=== Entries supplied ===
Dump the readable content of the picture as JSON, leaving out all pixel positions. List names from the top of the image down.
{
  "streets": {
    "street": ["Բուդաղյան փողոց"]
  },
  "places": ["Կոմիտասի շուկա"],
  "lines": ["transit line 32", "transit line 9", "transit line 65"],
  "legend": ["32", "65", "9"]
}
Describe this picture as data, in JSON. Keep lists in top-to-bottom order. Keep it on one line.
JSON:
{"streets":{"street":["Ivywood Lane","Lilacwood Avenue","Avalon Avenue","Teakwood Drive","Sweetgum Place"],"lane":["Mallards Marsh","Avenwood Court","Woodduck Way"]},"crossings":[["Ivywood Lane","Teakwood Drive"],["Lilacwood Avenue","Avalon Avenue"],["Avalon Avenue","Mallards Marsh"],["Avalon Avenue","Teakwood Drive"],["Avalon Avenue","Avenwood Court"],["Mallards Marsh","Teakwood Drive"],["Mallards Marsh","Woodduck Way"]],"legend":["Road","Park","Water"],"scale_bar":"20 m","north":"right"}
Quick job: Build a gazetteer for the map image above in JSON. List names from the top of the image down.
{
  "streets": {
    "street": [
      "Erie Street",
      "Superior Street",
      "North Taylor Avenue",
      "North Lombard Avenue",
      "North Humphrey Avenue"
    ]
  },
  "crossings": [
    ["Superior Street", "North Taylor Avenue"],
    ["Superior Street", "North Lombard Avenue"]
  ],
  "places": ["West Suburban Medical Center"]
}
===
*Brief:* Would you print exactly the lines from the first line of the entries above through the line that has "Describe this picture", both included, and stop there?

*Written response:*
Dump the readable content of the picture as JSON, leaving out all pixel positions. List names from the top of the image down.
{
  "streets": {
    "street": ["Բուդաղյան փողոց"]
  },
  "places": ["Կոմիտասի շուկա"],
  "lines": ["transit line 32", "transit line 9", "transit line 65"],
  "legend": ["32", "65", "9"]
}
Describe this picture as data, in JSON. Keep lists in top-to-bottom order. Keep it on one line.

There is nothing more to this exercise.